• What the task requires: Count, in the data that follows, every line with the string "JSON", and give that count as the whole reply.

• Source records:
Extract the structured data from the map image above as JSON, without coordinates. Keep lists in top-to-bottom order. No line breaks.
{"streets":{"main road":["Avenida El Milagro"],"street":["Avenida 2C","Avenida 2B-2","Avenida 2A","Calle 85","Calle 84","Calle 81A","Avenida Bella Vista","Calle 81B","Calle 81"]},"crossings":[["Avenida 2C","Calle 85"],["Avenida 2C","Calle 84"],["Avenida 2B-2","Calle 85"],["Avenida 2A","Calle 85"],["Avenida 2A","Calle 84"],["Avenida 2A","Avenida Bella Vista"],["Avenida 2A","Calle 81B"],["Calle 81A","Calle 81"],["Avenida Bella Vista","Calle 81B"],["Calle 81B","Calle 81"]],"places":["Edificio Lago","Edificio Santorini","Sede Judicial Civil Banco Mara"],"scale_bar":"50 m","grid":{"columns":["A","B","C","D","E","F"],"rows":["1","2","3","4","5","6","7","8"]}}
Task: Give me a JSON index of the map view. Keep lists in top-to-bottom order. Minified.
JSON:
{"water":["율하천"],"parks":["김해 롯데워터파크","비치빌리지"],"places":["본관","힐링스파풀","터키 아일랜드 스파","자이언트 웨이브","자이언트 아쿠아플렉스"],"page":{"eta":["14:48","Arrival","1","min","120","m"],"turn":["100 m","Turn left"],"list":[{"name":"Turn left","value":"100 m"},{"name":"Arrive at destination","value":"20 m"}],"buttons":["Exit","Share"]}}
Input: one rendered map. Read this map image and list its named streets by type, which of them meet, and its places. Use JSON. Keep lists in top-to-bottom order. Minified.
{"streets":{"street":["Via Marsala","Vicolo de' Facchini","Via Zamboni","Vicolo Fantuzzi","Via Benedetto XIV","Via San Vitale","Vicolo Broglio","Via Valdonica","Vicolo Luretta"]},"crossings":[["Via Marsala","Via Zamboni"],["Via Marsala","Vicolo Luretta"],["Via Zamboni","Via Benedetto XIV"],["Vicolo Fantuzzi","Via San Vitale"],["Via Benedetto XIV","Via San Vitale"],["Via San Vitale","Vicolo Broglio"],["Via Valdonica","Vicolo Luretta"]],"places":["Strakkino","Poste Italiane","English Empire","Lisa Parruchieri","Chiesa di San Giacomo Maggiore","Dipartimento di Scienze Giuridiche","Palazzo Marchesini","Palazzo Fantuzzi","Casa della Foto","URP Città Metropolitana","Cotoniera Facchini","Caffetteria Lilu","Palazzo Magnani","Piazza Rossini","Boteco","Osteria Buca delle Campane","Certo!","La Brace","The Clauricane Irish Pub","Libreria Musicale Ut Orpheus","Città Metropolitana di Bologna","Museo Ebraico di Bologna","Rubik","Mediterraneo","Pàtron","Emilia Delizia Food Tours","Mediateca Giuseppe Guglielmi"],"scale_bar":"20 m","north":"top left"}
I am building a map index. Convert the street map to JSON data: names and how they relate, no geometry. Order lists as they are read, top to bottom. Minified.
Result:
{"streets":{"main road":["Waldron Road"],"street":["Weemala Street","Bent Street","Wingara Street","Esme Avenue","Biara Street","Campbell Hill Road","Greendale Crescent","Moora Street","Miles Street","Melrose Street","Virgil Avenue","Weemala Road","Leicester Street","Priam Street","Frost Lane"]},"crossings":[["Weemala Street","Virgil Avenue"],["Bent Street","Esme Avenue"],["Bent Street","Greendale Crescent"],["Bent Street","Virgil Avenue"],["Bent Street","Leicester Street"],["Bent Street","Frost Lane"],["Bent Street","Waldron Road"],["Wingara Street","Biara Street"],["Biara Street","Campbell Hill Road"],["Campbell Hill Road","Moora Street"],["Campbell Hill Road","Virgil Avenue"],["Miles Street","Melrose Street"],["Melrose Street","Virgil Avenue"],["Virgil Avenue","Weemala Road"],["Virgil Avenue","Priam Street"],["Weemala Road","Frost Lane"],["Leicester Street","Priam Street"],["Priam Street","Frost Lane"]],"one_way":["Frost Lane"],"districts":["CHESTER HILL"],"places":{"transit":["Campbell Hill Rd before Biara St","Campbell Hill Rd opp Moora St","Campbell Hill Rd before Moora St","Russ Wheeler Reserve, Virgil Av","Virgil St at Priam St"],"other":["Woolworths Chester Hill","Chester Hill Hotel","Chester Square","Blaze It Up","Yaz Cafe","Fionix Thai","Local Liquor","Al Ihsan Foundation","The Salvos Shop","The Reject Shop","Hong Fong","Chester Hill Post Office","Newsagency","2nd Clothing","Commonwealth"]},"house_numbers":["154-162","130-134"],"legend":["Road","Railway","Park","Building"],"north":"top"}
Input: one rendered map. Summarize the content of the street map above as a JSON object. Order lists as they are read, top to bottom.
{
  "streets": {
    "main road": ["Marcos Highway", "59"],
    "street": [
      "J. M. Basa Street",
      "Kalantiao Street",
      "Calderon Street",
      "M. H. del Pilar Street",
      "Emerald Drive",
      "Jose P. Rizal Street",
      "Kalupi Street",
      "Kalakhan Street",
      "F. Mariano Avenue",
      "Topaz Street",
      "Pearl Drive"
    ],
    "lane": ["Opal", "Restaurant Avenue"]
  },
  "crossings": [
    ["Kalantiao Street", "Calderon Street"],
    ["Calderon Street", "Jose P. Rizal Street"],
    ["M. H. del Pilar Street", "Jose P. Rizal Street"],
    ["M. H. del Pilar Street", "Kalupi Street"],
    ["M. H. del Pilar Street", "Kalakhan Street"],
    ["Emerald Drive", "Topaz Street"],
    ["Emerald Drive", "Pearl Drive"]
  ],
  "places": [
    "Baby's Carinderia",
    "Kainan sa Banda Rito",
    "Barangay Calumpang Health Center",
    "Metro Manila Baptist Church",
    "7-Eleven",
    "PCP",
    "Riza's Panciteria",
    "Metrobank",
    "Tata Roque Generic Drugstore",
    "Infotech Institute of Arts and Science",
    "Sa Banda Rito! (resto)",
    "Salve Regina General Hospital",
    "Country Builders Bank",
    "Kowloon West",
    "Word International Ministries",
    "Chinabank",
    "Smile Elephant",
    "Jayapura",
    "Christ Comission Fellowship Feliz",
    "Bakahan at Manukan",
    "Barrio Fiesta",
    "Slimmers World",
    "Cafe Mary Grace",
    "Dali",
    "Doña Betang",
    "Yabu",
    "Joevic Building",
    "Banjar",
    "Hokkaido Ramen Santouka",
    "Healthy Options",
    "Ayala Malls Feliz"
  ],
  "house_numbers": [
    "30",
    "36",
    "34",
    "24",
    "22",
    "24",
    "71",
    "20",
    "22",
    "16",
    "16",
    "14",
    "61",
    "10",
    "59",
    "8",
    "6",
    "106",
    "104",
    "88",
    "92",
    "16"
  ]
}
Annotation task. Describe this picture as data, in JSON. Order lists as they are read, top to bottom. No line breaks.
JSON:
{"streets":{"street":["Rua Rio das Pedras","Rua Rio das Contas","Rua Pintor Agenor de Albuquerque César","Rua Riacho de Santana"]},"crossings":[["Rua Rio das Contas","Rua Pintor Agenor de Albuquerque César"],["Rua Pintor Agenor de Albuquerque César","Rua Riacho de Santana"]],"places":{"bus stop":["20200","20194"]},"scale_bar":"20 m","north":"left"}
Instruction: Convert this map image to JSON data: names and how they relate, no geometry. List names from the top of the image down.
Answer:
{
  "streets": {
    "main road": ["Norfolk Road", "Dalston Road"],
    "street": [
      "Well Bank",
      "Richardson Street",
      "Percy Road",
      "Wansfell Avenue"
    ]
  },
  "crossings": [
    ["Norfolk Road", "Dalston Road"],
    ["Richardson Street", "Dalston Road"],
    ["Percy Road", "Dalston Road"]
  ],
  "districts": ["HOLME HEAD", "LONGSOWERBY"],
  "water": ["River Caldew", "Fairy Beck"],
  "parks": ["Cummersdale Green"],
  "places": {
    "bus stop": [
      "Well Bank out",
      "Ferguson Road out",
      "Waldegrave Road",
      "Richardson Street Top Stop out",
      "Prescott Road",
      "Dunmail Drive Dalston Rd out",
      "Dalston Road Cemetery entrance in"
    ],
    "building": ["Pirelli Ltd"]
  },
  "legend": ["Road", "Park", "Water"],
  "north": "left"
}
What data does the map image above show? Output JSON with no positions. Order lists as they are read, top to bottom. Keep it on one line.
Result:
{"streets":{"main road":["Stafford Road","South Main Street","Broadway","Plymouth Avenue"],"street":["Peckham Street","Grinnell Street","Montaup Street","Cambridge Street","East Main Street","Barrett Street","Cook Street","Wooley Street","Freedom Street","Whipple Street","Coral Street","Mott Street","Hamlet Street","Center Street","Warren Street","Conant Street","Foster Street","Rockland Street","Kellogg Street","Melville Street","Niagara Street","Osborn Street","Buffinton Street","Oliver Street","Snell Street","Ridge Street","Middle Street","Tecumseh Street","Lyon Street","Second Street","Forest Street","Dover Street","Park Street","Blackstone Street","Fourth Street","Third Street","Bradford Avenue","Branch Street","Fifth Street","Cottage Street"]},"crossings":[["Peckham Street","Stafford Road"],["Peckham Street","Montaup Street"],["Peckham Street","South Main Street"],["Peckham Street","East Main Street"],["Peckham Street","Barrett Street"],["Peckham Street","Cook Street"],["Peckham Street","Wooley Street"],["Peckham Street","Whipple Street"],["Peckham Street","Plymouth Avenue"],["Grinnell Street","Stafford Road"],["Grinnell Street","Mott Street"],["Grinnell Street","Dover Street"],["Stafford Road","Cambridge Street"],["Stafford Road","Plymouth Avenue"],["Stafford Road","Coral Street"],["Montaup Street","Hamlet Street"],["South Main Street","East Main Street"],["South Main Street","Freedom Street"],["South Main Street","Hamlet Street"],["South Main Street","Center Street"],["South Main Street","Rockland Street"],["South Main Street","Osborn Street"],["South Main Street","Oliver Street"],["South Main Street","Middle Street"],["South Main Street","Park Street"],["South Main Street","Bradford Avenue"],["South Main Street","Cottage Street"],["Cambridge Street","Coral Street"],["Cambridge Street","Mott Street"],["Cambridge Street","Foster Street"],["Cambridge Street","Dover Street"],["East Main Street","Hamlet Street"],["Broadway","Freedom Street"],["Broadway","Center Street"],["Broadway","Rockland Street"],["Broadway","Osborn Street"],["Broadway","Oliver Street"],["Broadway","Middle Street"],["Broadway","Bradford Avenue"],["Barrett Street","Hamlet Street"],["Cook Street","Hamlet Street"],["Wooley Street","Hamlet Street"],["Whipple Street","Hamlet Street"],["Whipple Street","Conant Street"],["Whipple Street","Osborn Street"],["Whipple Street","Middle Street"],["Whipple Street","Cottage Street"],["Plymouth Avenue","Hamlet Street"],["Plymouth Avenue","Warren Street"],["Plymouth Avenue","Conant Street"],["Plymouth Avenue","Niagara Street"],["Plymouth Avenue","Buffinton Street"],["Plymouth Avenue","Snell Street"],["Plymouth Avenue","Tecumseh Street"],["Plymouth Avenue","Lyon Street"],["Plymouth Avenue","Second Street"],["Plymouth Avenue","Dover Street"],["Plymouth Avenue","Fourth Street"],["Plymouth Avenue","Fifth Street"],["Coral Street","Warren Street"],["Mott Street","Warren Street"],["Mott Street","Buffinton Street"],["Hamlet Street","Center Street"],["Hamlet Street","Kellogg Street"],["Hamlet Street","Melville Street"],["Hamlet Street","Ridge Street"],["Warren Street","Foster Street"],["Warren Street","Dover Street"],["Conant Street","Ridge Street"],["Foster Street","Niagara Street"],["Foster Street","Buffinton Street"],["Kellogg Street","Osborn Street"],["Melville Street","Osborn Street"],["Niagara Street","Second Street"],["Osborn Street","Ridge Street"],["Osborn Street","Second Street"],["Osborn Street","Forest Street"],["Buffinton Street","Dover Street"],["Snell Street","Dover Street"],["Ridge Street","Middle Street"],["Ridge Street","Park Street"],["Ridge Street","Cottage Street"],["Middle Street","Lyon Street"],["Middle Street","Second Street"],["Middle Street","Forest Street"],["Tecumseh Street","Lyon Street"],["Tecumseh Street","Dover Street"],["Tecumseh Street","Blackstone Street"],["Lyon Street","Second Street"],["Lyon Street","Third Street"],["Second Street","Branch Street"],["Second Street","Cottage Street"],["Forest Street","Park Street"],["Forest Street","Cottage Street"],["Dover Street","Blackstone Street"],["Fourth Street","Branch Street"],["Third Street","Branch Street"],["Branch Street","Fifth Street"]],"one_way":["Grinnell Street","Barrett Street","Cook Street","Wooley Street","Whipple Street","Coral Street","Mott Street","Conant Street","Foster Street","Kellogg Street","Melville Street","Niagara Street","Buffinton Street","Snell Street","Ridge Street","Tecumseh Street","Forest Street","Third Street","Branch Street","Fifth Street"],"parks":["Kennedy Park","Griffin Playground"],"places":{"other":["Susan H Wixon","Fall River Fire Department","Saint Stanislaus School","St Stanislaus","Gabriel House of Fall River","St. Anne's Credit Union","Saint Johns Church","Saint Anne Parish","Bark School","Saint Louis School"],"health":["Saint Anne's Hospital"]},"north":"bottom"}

• Exercise result: 10